Tanya Nazaretsky Doctorate 2023

Computational approaches in Science Education In guidance of: Dr. Giora Alexandron

Blended learning provides rich opportunities for personalization, as it offers teachers and students a variety of learning activities of various modalities and communication channels to choose from. In sharp contrast to that, blended learning received much less attention within the Artificial Intelligence...

in Education research community than fully online learning environments, which are less suitable for K-12 education contexts. The present study addressed this gap by studying effective means for supporting personalized learning in K-12 blended-learning environments for science teaching. This was done both holistically by researching and developing system-level solutions, and reductionally by delving into specific aspects of these solutions.

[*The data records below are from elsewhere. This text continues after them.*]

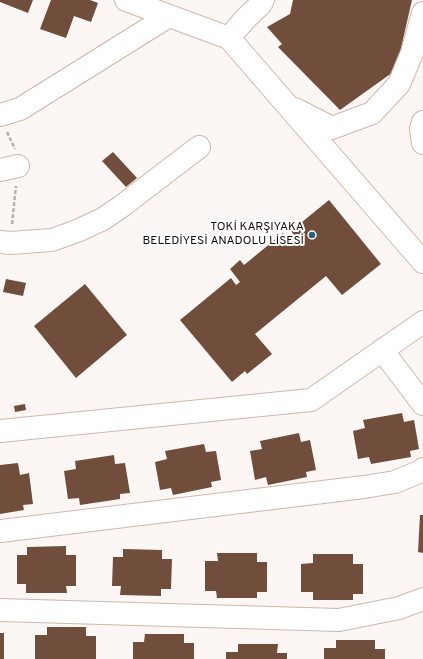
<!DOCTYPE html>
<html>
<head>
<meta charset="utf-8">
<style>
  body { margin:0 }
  canvas { display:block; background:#fcf6f4 }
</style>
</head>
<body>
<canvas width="423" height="659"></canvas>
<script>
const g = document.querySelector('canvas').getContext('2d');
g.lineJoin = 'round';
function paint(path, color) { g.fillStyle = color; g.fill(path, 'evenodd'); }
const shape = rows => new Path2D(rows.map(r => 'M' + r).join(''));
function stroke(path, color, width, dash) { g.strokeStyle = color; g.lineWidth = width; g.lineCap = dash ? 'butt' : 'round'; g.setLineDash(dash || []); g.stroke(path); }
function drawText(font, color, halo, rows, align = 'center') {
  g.font = font + ' Overpass,sans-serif'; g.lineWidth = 4; g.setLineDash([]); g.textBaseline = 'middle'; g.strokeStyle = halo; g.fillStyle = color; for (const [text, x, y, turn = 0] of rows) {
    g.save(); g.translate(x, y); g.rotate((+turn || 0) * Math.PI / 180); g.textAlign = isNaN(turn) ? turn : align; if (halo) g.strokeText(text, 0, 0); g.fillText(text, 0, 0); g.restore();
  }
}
paint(shape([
  [0,0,33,0,28,13,0,2],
  [51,0,90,0,98,3,91,22,74,16,66,38,40,29],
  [293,0,412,0,396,70,340,110,278,47,282,44,267,27,290,14],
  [113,152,137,178,126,187,102,161],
  [329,200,381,264,342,295,326,276,255,334,272,354,247,374,245,371,232,382,180,320,231,278,236,285,240,282,230,269,240,260,244,265,283,233,288,240,294,235,291,231],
  [6,279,26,283,23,296,3,292],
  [85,284,127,335,76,378,34,326],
  [25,404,26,410,15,412,14,406],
  [402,413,404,422,414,420,419,449,410,451,411,457,371,464,369,457,358,459,353,431,365,428,363,420],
  [299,433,301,442,310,440,316,470,306,472,307,477,268,485,266,477,255,480,250,451,262,449,260,441],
  [204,444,206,452,216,451,221,480,211,482,212,487,173,495,171,488,160,490,155,462,167,459,165,451],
  [114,455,115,464,125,463,130,493,120,494,120,499,80,505,79,498,68,499,64,471,76,469,75,461],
  [18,463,20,475,29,473,33,504,23,505,24,510,0,514,0,465],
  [420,515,423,515,423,553,418,552],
  [66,546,66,555,76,555,76,586,66,586,67,593,26,593,26,584,17,584,17,555,27,555,27,547],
  [123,549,162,550,162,559,172,559,171,589,161,589,161,596,120,595,121,586,112,586,113,557,123,557],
  [217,553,257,553,257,562,267,562,267,592,257,592,257,598,217,598,216,591,205,591,205,561,218,561],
  [313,554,353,554,353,564,363,564,363,594,353,594,353,600,313,600,313,592,301,592,301,564,313,563],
  [47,627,86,627,86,636,96,636,96,659,35,659,35,635,47,635],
  [0,633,4,633,4,659,0,659],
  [145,634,184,634,184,643,194,643,194,659,133,659,133,642,144,642],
  [336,640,375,640,375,649,385,649,385,659,324,659,324,648,336,648],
  [238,644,278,644,277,653,287,653,287,659,226,659,226,652,238,652]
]), '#714e3b');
const minor = shape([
  [126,0,229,38,423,262],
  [229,38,245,19,260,5,263,0],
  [295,109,332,128,372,113,399,84,412,53,423,13],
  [0,115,20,109,169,16],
  [423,122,421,129,423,143],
  [0,170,18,166],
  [0,242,10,243,52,240,77,231,103,219,122,206,199,147],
  [382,350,423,404],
  [0,431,311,400,423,322],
  [0,531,364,487,395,482,419,472,423,469],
  [0,610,339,620,399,608,423,599]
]);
stroke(minor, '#d0b7aa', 24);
stroke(shape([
  [7,132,15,149],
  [12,224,16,186]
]), '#b6afac', 2.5, [4, 2]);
stroke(minor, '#fff', 22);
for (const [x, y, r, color] of [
  [312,235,4,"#28637b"]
]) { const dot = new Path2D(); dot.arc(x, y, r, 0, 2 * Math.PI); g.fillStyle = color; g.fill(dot); stroke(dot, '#fff', 1.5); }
drawText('12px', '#150d08', '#fff', [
  ["TOKİ KARŞIYAKA",304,228],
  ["BELEDİYESİ ANADOLU LİSESİ",304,242]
], 'right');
</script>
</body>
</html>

To do that, the research started with studying K-12 science teachers' specific needs and difficulties in adapting their pedagogy and identified key pedagogical scenarios that can be enhanced by Artificial Intelligence-powered Technology (AI-EdTech). Second, the research proposed novel machine learning methods that provide the algorithmic backbone for implementing the identified pedagogical scenarios. Third, the research studied Learning Analytics (LA) applications that communicate the machine learning analysis to teachers. And fourth, the research identified the critical role that human factors play in teachers' successful adoption of AI-EdTech and proposed the first-of-its-kind instrument for measuring teachers' trust in AI-EdTech. It also demonstrated how appropriate professional development programs (PDP) can prepare science teachers to work with AI-EdTech, raise their trust in AI-powered recommendations, and, as a result, increase their willingness to integrate such technology into their teaching practices.

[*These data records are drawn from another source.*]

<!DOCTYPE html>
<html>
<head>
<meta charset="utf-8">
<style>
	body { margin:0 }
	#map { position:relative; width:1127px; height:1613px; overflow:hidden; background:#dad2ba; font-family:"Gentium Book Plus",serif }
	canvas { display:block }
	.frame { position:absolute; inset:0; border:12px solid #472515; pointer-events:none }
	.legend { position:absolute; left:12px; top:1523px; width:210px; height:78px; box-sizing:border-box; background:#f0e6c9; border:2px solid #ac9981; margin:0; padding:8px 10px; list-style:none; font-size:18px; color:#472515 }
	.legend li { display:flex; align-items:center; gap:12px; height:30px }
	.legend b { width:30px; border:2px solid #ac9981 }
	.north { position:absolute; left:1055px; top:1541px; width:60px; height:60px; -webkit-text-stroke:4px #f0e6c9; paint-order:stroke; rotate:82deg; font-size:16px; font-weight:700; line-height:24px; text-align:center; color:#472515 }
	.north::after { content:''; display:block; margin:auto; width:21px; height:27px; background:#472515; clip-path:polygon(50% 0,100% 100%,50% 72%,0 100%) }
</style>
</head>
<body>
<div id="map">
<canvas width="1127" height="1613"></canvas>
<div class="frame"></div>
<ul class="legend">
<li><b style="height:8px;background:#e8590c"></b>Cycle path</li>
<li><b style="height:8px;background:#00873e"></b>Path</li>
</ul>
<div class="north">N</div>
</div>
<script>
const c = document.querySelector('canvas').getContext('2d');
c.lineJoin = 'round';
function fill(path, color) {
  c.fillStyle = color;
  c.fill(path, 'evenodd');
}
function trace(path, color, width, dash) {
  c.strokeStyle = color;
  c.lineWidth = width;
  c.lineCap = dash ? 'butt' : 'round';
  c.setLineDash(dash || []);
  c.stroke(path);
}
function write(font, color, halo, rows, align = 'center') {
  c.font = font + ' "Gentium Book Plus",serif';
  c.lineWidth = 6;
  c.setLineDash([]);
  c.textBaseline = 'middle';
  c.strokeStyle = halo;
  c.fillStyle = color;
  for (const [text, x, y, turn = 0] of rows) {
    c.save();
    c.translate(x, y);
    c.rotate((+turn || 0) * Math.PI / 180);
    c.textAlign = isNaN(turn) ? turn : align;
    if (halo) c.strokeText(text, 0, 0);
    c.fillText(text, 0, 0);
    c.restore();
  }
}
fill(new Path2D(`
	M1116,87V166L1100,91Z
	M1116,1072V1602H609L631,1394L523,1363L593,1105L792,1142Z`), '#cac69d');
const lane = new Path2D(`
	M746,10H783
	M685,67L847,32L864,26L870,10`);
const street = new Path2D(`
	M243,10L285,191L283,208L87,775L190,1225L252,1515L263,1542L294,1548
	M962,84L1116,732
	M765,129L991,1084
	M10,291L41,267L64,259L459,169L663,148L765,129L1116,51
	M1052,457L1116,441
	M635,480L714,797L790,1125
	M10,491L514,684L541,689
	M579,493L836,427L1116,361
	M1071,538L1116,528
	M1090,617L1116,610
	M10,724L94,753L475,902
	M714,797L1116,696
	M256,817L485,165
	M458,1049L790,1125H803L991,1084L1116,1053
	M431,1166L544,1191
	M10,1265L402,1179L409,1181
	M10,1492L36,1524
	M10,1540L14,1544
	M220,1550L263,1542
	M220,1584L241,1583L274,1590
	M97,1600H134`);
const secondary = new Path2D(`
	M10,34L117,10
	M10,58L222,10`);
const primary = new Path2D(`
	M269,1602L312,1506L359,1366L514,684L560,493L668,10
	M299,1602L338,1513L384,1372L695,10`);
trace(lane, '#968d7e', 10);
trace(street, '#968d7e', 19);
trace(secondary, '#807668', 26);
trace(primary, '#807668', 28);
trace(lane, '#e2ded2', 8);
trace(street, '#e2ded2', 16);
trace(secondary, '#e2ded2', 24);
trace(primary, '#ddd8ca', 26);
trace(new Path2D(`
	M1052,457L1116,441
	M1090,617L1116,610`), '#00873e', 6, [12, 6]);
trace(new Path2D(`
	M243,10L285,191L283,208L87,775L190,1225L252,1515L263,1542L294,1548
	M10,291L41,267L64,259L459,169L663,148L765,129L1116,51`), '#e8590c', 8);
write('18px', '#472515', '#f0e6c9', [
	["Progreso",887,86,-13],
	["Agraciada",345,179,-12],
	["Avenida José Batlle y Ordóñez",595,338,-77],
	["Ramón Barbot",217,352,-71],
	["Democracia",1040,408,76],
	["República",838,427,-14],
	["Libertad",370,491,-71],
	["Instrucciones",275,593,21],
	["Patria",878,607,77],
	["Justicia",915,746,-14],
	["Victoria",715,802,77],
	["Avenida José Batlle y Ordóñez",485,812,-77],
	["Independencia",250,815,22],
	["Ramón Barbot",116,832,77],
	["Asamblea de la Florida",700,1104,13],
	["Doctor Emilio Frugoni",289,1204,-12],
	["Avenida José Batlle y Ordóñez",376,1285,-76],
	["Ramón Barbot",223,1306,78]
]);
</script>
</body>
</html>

A practical contribution of this research is two novel AI-EdTech tools: AI-Grader and GrouPer. AI-Grader is a tool for automated formative assessment of constructed responses to open-ended questions, the first to apply Natural Language Processing to automated assessment of open-ended questions in Hebrew. GrouPer is a teacher-facing LA tool for diagnosing students' knowledge profiles and assisting the teacher in assigning adapted learning sequences to each profile. Both tools are already integrated into PeTeL, a free learning management platform serving about a thousand science teachers in Israel, and are being used by over a hundred science teachers.

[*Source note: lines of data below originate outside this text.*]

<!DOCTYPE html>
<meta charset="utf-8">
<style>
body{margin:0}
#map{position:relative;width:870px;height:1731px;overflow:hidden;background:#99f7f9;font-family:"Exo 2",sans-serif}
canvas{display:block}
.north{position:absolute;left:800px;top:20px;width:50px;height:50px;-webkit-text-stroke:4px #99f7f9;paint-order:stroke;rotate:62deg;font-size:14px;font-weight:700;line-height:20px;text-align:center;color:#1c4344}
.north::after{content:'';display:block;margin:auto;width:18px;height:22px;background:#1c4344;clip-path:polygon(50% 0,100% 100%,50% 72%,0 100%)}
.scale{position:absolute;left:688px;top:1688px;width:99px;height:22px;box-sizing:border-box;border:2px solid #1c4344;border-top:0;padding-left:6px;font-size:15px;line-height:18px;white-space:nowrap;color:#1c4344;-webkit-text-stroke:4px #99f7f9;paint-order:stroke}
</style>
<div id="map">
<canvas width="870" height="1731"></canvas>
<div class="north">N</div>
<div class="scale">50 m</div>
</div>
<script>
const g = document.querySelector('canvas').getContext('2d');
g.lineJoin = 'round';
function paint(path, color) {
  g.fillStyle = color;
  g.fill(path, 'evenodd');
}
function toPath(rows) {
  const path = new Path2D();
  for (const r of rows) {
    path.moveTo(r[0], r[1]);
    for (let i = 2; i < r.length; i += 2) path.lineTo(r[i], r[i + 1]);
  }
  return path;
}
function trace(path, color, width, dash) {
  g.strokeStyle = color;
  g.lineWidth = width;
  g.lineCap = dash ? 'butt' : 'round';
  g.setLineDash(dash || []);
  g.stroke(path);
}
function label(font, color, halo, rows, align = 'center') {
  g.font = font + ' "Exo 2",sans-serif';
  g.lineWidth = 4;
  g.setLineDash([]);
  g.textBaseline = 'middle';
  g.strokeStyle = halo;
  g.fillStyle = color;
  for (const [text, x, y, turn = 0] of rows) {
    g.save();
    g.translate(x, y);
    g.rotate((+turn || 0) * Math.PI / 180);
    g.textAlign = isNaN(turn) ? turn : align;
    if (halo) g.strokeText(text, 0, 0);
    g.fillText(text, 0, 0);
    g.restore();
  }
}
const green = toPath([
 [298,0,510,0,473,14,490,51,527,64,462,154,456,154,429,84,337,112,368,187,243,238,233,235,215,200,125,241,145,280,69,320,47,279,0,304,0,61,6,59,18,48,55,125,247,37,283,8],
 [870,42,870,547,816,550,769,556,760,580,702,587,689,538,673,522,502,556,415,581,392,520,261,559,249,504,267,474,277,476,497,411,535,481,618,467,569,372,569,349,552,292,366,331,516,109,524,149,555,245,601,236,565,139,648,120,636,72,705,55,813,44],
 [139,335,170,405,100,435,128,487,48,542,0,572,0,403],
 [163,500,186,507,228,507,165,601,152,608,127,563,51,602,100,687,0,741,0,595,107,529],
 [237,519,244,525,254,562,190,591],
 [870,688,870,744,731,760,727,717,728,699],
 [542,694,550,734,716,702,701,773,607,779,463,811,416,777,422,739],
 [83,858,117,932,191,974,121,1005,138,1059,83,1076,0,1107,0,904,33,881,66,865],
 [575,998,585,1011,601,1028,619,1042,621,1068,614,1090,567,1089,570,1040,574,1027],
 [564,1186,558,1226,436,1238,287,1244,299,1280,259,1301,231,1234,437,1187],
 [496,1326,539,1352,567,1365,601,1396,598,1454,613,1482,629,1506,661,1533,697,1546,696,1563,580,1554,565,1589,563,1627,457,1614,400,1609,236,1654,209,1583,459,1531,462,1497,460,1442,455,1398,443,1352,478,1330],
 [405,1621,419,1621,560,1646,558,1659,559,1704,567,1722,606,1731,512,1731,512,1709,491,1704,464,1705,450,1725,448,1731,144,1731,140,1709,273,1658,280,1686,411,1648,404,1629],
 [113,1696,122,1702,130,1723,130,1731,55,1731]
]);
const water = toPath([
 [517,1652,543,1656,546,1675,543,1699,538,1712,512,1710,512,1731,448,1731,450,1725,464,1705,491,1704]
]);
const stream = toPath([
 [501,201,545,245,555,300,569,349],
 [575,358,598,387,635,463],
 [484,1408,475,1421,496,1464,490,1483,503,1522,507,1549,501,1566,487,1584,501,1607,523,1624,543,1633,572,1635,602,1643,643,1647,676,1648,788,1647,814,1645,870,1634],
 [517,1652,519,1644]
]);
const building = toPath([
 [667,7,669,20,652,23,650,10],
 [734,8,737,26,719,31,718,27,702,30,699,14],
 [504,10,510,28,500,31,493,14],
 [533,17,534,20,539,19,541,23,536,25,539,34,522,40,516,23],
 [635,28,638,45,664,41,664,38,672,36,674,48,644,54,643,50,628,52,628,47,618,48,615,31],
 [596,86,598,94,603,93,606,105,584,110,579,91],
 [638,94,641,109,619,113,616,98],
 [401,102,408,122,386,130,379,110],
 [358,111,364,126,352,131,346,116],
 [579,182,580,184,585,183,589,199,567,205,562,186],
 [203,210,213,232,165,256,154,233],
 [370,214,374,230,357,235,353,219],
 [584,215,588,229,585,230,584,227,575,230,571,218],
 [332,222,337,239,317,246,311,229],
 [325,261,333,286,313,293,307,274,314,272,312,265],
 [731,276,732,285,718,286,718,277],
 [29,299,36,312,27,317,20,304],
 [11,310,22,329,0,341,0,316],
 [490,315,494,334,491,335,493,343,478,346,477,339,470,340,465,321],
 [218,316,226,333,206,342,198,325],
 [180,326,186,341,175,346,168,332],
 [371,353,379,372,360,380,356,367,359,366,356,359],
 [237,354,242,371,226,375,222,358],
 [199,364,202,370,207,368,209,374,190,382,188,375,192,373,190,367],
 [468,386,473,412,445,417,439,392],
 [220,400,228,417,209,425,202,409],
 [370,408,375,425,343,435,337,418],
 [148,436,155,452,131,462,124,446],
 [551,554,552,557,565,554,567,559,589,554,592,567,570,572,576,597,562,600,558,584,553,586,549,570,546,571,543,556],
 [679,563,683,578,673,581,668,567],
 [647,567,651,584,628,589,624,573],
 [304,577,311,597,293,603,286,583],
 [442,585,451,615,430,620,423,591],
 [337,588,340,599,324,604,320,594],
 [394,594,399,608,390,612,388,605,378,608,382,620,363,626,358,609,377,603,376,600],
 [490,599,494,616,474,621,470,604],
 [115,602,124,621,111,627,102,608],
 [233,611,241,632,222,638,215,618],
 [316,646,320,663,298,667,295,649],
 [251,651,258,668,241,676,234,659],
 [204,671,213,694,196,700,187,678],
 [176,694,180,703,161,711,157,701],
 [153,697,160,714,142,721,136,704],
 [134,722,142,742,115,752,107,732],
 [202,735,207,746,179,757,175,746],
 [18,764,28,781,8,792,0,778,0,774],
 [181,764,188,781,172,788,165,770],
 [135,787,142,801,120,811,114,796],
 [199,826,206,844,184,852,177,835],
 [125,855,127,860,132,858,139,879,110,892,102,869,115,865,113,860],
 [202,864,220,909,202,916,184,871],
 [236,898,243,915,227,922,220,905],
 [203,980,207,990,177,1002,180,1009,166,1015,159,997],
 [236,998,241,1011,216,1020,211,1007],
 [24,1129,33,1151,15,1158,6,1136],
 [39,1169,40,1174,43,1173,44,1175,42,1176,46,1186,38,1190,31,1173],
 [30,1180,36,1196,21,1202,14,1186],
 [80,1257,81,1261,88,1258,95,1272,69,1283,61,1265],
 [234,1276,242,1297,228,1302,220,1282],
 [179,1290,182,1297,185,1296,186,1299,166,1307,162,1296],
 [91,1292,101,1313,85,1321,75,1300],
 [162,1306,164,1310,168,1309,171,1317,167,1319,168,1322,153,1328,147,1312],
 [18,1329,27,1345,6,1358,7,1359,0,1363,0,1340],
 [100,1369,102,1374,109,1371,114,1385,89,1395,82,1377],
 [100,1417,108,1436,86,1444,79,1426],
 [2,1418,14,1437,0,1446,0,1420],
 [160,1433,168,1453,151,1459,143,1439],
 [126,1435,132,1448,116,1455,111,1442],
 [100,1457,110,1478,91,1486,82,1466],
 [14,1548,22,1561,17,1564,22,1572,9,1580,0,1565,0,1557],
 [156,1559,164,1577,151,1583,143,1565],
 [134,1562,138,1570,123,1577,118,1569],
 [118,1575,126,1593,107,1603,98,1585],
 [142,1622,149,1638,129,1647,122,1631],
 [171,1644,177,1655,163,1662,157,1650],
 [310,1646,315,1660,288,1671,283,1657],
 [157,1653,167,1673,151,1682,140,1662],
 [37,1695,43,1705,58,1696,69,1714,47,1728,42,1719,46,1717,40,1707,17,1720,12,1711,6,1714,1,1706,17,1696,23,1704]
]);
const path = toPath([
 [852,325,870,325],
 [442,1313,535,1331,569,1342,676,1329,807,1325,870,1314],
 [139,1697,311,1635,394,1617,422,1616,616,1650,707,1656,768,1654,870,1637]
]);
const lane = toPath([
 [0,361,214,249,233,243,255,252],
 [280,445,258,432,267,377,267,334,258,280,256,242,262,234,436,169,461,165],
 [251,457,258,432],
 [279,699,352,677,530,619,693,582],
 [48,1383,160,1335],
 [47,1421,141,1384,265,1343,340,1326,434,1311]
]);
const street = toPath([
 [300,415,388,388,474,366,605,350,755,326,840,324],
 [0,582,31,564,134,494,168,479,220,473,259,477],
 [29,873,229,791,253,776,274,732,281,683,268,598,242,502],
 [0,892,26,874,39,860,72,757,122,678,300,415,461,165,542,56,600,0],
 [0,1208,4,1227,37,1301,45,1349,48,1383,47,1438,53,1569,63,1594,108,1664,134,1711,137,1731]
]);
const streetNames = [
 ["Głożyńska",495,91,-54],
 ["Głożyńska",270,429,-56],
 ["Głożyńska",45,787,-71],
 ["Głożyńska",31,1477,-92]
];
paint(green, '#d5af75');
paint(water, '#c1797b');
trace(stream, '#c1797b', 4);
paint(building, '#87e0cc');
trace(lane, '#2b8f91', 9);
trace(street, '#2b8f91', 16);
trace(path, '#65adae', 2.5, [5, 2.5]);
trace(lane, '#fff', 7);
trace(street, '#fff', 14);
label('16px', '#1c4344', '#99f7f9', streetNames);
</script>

To conclude, the contribution of this study is three-fold. First, it presented a successful end-to-end research approach to the conceptualization, development, and deployment of teacher-oriented AI-EdTech, by incorporating science education, AI, and human-computer interaction into a holistic solution. Second, it identified trust as a key factor involved in the acceptance of AI-EdTech by teachers, provided an instrument for measuring it, and produced guidelines for AI-readiness PDPs. Finally, it led to the development of two AI-EdTech tools that already make a practical contribution to science education in Israel.